◆ **WHAT TO PRODUCE**: Please say how many lines in the records below contain the word "Give", giving the number alone.

◆ **THE DATA**:
[Start of Attachment]
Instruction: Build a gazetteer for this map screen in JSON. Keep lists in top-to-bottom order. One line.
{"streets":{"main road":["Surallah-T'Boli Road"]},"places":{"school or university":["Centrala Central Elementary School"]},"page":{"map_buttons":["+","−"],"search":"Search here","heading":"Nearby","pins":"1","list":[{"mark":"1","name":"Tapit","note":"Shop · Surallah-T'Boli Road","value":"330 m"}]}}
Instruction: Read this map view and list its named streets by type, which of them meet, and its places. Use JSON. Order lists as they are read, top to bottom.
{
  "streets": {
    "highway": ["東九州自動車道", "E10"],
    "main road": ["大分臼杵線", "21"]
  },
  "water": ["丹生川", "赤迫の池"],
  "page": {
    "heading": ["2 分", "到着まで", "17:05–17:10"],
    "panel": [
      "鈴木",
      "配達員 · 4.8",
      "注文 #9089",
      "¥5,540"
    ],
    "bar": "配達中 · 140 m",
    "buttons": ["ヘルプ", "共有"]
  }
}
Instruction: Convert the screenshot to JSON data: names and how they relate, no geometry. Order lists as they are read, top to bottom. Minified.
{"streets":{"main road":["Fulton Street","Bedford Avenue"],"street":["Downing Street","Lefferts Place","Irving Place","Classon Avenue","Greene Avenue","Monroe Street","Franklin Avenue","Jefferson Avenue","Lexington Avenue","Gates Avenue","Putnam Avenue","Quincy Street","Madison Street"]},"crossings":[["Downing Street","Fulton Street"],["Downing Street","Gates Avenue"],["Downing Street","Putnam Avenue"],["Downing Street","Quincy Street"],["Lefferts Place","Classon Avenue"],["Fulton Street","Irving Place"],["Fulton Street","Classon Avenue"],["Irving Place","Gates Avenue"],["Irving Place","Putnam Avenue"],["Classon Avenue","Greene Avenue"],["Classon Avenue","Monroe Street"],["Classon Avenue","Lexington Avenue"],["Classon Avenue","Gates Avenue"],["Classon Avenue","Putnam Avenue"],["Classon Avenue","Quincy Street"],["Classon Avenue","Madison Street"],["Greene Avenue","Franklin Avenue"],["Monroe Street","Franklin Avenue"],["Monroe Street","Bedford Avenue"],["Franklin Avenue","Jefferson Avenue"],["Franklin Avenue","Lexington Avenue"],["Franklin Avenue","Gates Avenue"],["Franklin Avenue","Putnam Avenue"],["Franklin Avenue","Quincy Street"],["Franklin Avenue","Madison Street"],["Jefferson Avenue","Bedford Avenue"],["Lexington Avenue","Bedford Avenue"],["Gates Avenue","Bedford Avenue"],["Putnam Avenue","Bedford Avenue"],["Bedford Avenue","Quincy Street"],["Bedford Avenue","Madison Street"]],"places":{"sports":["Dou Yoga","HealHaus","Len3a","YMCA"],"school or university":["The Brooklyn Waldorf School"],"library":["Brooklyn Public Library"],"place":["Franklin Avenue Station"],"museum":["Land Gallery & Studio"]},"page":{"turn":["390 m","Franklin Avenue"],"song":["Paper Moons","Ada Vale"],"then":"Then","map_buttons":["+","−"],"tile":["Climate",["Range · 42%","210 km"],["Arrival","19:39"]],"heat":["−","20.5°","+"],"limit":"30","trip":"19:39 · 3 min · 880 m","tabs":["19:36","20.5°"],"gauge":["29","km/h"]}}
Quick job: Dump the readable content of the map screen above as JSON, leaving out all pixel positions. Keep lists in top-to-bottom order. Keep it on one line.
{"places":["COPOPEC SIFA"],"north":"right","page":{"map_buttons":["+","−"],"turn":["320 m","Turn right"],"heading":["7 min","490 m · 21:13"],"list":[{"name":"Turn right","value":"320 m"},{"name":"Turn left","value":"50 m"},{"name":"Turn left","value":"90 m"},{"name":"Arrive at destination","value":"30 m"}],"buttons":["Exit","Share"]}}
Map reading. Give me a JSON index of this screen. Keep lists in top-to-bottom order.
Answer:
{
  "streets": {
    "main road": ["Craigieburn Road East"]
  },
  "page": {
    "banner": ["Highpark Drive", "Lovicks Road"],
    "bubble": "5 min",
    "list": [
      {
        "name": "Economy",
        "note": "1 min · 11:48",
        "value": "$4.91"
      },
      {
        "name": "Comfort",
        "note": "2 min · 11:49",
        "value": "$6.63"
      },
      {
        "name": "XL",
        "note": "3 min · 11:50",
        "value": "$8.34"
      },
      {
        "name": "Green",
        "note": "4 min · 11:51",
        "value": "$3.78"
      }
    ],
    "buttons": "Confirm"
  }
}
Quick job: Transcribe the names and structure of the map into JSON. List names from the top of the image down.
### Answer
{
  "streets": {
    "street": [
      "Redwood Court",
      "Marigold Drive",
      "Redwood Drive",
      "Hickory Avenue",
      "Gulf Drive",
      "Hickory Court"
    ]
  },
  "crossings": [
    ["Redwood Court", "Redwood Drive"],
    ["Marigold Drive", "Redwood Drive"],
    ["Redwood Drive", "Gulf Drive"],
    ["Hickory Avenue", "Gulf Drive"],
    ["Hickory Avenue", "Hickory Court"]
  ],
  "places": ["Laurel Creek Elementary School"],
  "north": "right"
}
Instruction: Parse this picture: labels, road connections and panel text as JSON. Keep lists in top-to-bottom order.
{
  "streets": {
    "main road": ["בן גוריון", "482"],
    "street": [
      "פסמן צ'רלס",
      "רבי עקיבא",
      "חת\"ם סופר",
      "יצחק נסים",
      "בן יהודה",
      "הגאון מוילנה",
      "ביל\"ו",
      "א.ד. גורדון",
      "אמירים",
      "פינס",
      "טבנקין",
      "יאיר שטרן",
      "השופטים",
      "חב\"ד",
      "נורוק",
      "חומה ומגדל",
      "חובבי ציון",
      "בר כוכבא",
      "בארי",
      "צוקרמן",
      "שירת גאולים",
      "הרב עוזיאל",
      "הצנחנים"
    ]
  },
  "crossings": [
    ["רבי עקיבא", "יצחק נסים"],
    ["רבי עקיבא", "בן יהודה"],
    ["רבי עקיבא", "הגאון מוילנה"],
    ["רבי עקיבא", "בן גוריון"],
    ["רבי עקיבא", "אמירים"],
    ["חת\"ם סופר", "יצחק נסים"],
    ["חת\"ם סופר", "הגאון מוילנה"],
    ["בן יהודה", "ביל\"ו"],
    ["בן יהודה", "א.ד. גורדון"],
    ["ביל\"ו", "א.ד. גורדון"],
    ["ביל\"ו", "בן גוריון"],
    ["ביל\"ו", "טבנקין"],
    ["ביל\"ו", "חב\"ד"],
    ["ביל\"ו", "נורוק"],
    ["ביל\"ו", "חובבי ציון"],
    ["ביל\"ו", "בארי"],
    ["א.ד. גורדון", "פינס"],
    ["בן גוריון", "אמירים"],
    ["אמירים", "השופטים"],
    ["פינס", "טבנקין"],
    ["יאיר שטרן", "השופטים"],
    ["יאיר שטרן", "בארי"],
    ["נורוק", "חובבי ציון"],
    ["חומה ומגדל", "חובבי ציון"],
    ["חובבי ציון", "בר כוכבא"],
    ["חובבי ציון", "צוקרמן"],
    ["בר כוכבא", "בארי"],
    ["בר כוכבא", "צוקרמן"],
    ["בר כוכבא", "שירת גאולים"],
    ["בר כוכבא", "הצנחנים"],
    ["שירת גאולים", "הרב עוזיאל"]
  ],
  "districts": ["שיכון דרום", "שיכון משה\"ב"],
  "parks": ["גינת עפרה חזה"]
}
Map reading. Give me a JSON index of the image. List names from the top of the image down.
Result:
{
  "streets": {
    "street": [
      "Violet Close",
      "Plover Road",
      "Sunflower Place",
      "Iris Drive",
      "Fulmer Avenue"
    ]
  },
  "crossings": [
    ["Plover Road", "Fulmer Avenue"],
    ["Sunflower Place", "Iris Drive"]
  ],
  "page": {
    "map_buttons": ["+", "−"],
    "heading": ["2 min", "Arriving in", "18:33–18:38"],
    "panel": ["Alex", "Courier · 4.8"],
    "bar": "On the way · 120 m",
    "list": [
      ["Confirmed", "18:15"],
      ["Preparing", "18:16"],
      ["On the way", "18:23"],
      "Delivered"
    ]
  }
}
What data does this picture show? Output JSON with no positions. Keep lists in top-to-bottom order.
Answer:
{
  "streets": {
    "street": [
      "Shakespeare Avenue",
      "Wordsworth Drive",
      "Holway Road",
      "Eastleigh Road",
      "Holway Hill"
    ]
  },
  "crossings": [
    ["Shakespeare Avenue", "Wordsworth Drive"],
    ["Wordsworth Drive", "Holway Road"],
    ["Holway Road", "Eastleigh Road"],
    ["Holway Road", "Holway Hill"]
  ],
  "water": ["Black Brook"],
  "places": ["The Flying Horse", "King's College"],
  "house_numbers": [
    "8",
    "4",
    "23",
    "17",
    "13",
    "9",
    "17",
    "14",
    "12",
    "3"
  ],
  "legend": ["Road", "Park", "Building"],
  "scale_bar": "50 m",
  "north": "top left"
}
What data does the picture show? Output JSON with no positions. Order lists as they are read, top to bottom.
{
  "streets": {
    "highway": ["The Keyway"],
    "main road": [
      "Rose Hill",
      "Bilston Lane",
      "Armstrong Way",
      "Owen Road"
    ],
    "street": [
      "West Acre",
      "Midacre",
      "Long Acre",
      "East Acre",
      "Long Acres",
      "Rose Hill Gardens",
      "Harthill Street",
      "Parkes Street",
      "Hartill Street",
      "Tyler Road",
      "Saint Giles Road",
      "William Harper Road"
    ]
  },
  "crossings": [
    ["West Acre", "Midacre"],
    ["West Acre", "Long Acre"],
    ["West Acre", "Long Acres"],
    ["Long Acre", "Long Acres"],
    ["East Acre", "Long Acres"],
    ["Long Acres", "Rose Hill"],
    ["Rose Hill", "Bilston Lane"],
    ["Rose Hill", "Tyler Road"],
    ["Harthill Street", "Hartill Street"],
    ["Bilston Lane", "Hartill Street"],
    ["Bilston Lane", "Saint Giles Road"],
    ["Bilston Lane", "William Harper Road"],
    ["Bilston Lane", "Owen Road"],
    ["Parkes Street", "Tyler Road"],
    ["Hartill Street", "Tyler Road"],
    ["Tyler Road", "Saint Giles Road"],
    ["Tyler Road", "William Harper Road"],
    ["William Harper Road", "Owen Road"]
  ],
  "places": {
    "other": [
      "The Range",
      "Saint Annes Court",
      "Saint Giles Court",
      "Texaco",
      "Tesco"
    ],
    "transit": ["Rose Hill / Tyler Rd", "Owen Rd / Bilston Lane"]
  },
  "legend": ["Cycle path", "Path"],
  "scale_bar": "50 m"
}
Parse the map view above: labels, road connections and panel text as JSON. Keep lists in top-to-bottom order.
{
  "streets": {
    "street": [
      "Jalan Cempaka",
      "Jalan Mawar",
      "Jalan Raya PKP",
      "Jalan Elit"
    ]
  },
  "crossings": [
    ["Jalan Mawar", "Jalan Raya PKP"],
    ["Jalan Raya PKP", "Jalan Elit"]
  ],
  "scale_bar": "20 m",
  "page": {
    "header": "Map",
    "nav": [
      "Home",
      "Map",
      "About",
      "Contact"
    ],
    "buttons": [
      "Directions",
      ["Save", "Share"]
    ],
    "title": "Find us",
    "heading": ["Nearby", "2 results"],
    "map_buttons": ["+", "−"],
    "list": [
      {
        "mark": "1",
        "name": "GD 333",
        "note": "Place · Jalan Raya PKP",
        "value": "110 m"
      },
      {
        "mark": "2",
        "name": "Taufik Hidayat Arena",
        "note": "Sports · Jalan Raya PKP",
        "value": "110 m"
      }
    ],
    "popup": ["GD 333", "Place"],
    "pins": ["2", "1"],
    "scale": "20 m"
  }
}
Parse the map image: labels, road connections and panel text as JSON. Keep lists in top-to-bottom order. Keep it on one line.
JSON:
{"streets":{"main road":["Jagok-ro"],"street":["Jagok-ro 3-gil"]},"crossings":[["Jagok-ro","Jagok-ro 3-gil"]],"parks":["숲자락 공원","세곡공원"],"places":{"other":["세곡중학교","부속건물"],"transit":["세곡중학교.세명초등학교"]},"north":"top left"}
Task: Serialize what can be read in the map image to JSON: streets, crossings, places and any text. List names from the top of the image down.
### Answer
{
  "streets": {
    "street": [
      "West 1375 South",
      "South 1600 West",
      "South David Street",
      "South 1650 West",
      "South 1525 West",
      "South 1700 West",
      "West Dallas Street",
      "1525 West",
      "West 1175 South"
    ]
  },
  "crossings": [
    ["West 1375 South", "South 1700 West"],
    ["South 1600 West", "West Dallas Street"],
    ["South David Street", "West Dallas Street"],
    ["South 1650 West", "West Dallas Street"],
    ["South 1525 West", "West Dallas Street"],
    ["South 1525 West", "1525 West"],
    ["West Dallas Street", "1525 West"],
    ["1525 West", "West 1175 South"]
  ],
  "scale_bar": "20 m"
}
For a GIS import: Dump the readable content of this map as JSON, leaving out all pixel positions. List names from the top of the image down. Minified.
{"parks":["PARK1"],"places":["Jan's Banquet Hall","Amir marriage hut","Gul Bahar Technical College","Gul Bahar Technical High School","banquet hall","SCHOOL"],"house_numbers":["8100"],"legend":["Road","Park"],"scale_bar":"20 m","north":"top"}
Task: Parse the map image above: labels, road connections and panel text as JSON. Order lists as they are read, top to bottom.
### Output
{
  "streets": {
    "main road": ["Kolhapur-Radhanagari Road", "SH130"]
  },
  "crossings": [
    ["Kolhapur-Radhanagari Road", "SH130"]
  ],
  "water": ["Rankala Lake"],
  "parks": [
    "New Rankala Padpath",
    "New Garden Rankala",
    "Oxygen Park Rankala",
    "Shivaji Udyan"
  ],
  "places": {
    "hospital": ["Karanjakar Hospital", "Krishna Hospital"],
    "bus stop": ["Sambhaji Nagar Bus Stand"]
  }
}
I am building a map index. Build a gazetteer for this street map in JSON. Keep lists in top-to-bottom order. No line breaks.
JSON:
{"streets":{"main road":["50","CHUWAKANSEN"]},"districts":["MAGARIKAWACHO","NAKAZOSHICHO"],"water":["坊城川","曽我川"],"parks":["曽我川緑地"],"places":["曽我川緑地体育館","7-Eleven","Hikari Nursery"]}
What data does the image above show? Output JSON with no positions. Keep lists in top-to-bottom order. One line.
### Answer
[End of Attachment]
◆ **EXERCISE RESULT**: 2